Exercise brief: Copy exactly the line containing "<button>+</button>" and all lines after it, through the last line of the material below; omit everything before it.

╔══

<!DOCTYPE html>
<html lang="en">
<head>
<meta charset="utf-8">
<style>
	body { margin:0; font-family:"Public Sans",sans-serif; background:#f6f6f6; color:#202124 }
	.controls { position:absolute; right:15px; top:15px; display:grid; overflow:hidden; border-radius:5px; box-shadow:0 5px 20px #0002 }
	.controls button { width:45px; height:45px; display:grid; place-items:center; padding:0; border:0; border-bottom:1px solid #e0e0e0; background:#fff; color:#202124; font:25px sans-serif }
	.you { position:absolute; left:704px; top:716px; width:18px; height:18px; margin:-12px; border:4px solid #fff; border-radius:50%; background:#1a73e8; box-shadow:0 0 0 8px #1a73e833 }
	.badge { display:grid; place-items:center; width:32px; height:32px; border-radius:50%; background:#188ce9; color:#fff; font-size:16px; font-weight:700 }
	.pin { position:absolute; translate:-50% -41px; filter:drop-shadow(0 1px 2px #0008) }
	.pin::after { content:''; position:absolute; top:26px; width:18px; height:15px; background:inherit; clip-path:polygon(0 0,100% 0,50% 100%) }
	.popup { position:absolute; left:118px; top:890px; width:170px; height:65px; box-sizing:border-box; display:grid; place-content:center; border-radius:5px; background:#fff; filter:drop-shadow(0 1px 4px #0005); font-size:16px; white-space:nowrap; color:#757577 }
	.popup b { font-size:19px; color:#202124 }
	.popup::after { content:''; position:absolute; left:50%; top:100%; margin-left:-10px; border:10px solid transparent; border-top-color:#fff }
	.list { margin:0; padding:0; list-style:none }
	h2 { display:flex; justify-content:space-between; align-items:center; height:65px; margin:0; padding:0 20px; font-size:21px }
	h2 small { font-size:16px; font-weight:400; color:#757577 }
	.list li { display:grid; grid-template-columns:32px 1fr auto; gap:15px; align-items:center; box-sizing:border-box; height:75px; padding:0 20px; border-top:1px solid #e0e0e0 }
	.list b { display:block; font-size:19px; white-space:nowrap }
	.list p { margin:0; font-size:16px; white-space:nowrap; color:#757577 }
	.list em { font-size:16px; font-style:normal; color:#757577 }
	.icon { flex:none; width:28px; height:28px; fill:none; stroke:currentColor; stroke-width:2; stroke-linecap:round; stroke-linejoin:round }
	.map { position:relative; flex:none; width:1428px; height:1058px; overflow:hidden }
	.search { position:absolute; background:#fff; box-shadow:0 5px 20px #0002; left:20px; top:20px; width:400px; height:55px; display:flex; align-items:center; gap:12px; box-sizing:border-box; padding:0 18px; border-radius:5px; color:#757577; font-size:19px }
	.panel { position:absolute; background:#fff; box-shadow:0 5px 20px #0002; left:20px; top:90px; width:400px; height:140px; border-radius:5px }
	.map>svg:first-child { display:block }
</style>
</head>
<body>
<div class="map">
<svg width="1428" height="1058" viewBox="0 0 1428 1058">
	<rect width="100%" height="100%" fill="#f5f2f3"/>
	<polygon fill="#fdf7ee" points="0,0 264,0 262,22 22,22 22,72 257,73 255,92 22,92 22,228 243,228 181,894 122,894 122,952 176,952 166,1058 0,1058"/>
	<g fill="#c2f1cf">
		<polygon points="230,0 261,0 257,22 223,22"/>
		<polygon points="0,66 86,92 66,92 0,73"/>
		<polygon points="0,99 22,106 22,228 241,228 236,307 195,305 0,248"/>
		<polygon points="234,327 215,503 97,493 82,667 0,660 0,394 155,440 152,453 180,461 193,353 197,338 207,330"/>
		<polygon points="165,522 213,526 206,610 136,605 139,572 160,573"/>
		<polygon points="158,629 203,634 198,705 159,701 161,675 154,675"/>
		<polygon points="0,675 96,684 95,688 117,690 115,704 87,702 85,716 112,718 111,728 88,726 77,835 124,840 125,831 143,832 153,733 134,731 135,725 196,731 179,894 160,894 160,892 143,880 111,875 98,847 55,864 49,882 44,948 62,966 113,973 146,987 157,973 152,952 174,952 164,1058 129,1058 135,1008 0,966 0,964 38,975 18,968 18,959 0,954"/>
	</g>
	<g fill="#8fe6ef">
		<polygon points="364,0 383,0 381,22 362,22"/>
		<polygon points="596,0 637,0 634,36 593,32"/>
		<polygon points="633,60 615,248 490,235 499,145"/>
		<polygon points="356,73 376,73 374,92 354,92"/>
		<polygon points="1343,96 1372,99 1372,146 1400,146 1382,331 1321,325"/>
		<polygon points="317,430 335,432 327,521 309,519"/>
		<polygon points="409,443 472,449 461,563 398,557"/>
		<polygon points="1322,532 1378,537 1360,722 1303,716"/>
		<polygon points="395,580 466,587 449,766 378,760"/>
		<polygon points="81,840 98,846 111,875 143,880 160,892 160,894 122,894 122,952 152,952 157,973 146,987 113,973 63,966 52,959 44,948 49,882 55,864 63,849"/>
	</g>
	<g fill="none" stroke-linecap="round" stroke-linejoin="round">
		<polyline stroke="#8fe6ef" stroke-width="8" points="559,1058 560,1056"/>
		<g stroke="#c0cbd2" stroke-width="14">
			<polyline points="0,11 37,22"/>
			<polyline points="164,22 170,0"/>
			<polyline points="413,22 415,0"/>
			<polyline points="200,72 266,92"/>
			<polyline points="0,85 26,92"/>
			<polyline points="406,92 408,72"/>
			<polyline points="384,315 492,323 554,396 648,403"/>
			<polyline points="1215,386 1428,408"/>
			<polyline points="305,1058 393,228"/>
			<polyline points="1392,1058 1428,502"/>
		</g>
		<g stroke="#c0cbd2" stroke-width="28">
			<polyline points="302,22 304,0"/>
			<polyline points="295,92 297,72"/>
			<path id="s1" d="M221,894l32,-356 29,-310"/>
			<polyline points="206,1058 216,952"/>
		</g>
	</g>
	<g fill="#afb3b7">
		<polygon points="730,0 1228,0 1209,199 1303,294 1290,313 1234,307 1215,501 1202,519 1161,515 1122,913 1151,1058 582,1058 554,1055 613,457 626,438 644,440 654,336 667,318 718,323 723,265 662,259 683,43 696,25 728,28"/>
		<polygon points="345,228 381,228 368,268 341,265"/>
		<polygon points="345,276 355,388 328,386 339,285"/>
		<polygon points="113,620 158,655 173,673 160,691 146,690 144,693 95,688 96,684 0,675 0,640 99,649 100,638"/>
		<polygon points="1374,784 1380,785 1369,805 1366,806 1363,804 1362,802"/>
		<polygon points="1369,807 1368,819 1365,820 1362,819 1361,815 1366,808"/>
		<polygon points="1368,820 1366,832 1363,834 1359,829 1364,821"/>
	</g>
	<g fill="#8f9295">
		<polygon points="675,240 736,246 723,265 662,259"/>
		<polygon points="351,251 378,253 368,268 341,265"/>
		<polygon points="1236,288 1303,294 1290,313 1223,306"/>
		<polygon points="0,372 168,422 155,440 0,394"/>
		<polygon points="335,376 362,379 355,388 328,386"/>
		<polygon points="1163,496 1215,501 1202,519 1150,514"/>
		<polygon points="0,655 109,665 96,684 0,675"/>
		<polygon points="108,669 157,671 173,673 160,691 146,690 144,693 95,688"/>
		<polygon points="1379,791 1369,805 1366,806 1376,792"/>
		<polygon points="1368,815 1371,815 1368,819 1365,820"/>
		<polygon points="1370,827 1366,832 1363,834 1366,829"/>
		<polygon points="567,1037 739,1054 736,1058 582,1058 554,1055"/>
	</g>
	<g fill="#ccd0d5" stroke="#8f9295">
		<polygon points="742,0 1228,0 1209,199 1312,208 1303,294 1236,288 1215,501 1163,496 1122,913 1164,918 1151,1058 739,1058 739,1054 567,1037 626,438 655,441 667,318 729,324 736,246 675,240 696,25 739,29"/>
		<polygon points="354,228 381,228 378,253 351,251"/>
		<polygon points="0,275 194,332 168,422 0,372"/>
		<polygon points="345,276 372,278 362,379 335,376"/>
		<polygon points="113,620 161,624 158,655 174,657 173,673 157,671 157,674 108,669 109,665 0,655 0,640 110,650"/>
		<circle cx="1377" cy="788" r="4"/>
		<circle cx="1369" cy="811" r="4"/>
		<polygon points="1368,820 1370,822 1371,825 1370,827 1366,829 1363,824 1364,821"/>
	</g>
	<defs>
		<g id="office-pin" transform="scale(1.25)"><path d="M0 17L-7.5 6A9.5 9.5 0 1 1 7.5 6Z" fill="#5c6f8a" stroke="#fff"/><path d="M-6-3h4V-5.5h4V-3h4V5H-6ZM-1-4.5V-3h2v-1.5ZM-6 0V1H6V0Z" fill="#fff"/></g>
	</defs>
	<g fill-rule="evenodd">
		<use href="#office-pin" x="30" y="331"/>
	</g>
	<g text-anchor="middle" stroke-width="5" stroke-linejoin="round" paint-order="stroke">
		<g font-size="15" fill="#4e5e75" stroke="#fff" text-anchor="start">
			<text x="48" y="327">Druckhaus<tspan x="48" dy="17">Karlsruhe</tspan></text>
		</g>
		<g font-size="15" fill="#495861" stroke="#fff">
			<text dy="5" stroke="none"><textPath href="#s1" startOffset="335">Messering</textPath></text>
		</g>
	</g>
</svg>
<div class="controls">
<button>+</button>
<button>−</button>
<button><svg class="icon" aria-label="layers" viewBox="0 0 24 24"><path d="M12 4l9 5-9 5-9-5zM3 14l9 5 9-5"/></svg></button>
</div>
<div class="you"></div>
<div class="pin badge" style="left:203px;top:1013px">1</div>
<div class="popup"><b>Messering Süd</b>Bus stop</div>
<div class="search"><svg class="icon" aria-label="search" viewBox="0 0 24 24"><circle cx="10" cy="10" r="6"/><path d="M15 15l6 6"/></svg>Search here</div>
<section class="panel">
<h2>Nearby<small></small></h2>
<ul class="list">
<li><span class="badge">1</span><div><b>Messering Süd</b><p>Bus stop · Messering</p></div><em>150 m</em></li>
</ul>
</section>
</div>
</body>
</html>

╚══

Solved problem:
<button>+</button>
<button>−</button>
<button><svg class="icon" aria-label="layers" viewBox="0 0 24 24"><path d="M12 4l9 5-9 5-9-5zM3 14l9 5 9-5"/></svg></button>
</div>
<div class="you"></div>
<div class="pin badge" style="left:203px;top:1013px">1</div>
<div class="popup"><b>Messering Süd</b>Bus stop</div>
<div class="search"><svg class="icon" aria-label="search" viewBox="0 0 24 24"><circle cx="10" cy="10" r="6"/><path d="M15 15l6 6"/></svg>Search here</div>
<section class="panel">
<h2>Nearby<small></small></h2>
<ul class="list">
<li><span class="badge">1</span><div><b>Messering Süd</b><p>Bus stop · Messering</p></div><em>150 m</em></li>
</ul>
</section>
</div>
</body>
</html>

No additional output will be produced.